LEBANON, N.H., April 12 (UPI) -- The major variable in the end-of-life care received by dying patients is where a patient lives, U.S. researchers say.
Lead author Dr. David C. Goodman for the Dartmouth Atlas Project, which reports on trends and variation in end-of-life care, says end-of-life care differed substantially across regions and academic medical centers.
In 2007, the highest rates of death in a hospital were in the New York City area -- 45.8 percent in Manhattan -- while only 12 percent of the chronically-ill patients died in a hospital in Minot, N.D.; 10 percent in Fort Lauderdale, Fla. and 19.6 percent in Portland, Ore. The rate of chronically ill patients who died in University of Utah Health Care in Salt Lake City dropped from 31.5 percent to 21.3 percent.
The Dartmouth Atlas Project says chronically-ill Medicare patients spent fewer days in the hospital and received more hospice care in 2007 than they did in 2003. However, chronically ill Medicare patients had many more visits from physicians.
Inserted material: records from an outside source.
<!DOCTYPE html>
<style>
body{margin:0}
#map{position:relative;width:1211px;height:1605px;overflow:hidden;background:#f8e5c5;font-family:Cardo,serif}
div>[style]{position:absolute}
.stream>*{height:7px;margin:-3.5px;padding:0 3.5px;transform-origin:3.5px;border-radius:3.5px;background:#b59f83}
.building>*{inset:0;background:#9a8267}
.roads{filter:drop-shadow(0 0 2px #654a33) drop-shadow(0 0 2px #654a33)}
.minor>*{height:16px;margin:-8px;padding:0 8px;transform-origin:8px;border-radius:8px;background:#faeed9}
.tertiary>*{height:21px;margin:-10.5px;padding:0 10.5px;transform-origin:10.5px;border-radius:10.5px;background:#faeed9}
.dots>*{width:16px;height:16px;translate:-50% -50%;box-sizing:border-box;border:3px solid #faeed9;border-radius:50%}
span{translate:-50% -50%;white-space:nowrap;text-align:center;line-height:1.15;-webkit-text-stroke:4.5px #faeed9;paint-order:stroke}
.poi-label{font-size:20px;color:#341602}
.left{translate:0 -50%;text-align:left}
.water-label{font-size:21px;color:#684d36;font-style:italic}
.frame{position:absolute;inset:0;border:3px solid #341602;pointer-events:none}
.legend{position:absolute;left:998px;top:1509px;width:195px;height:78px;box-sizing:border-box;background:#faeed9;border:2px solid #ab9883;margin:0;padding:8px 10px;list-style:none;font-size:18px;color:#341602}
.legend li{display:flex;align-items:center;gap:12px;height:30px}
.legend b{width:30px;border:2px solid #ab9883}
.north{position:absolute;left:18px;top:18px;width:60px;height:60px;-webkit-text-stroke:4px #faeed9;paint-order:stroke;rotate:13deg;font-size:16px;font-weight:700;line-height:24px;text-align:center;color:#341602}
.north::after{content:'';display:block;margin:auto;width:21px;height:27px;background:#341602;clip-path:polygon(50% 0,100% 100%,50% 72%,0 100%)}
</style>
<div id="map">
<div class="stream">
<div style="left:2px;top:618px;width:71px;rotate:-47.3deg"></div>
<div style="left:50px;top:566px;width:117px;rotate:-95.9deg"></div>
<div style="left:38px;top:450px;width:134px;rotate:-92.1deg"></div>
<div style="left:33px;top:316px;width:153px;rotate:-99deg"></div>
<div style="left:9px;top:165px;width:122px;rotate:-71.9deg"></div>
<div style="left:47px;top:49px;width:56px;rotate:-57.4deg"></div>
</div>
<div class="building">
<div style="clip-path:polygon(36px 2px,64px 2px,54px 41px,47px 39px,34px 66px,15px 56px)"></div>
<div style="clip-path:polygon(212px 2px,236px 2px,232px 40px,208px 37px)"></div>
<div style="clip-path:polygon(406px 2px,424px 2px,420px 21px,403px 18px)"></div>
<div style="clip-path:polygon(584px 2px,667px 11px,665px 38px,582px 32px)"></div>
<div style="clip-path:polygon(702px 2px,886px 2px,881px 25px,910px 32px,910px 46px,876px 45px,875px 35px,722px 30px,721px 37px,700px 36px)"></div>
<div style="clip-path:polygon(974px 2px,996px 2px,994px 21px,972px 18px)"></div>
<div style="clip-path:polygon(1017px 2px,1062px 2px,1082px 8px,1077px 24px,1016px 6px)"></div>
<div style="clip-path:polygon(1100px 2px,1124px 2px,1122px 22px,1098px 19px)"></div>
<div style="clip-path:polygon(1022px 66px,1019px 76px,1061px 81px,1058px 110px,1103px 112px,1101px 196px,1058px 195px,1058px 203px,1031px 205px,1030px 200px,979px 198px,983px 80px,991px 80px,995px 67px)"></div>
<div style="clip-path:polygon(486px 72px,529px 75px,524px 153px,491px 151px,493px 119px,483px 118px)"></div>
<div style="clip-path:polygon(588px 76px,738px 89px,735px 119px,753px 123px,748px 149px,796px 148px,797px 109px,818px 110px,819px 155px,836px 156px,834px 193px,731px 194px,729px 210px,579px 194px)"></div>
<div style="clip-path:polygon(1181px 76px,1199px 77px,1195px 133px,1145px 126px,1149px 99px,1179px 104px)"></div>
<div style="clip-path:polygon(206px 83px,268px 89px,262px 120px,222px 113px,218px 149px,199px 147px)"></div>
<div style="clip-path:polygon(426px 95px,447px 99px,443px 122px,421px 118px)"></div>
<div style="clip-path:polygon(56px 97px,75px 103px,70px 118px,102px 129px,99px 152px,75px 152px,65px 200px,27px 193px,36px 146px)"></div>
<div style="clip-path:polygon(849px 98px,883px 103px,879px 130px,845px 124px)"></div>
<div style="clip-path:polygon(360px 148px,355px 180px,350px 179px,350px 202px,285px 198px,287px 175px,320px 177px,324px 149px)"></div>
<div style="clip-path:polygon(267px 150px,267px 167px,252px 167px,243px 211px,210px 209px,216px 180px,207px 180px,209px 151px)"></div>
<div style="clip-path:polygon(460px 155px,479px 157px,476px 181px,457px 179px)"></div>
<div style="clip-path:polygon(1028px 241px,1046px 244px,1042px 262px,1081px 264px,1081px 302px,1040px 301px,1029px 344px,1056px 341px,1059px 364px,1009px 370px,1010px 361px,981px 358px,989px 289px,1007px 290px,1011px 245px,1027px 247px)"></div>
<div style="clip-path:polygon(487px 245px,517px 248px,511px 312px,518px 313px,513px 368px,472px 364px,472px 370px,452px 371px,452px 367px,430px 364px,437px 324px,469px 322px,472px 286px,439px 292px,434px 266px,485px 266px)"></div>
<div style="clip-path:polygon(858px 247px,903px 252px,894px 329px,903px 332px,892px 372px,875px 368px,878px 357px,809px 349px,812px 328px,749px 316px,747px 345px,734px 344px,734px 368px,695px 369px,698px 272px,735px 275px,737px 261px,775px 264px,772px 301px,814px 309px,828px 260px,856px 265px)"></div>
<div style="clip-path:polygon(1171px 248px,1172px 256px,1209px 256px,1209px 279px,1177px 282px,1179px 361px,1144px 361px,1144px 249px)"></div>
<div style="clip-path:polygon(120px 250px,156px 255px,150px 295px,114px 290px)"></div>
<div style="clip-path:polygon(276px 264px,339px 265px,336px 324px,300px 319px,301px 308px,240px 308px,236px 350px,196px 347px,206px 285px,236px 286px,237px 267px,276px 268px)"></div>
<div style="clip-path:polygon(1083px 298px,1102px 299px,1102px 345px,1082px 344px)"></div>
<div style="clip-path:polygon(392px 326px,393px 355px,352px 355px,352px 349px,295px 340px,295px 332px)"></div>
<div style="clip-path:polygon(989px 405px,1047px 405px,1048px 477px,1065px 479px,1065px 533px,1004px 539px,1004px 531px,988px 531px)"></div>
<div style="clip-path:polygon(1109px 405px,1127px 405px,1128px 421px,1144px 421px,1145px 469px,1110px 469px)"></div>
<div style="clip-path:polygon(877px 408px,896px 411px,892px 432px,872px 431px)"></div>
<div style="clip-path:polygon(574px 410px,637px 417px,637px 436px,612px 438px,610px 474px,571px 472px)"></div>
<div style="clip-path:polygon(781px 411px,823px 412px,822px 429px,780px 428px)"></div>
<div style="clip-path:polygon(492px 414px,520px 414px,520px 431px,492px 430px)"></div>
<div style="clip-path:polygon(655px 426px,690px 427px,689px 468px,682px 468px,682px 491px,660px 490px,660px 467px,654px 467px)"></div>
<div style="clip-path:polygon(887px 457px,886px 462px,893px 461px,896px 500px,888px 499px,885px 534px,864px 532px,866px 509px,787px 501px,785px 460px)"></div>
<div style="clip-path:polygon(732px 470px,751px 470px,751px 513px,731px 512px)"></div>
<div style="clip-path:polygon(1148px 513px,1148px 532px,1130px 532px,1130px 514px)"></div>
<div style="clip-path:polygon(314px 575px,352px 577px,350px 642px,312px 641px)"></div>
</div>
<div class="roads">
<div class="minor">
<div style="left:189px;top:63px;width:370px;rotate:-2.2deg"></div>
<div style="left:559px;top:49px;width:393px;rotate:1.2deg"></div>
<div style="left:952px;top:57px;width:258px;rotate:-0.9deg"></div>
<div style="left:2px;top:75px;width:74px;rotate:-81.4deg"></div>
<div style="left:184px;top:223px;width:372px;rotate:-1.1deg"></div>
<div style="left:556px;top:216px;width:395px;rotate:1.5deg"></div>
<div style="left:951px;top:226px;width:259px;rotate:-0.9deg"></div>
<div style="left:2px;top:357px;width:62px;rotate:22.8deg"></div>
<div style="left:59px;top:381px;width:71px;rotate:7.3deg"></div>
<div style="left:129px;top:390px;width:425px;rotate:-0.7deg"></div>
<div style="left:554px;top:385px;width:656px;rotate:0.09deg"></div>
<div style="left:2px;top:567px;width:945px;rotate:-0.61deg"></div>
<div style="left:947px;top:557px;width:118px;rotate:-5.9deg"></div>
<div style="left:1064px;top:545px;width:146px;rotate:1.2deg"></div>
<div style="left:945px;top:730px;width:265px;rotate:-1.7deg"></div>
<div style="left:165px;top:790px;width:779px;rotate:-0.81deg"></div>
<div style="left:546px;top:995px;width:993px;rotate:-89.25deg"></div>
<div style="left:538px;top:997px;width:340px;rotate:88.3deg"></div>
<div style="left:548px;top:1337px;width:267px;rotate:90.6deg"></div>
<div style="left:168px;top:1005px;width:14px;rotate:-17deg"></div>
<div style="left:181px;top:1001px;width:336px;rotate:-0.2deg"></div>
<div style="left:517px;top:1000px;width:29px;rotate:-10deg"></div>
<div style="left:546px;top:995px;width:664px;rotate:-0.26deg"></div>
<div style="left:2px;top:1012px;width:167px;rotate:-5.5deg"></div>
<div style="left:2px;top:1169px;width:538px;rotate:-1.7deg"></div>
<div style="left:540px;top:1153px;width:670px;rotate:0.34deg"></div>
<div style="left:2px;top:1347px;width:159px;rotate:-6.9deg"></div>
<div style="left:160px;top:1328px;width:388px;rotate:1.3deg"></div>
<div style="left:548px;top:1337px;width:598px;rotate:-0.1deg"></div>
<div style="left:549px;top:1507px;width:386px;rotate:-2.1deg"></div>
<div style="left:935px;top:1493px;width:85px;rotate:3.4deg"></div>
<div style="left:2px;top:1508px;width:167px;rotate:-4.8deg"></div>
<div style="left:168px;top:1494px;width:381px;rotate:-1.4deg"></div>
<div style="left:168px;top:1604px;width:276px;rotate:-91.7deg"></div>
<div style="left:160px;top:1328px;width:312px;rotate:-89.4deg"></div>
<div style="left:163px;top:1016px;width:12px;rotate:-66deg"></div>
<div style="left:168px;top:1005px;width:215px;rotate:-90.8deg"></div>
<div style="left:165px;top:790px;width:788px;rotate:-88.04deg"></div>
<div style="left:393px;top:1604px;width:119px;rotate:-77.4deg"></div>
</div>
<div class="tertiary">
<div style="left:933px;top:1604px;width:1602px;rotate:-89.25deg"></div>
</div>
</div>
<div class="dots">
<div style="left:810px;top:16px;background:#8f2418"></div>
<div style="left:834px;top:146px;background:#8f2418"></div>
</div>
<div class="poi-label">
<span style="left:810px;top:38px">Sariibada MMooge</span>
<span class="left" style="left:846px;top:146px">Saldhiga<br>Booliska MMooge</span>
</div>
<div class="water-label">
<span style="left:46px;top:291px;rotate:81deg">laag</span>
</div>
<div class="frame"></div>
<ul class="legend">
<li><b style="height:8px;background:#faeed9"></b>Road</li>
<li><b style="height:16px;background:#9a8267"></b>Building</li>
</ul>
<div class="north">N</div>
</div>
From 2003 to 2007, most academic medical centers changed the intensity of the end-of-life care they provided, but not all in the same direction -- some increased the intensity of care, while others provided less intensive care, the researchers say.
"In addition to its effects on patients' quality of life, unnecessarily aggressive care carries a high financial cost," Goodman says in a statement."About one-fourth of all Medicare spending goes to pay for the care of patients in their last year of life, and much of the growth in Medicare spending is the result of the high cost of treating chronic disease."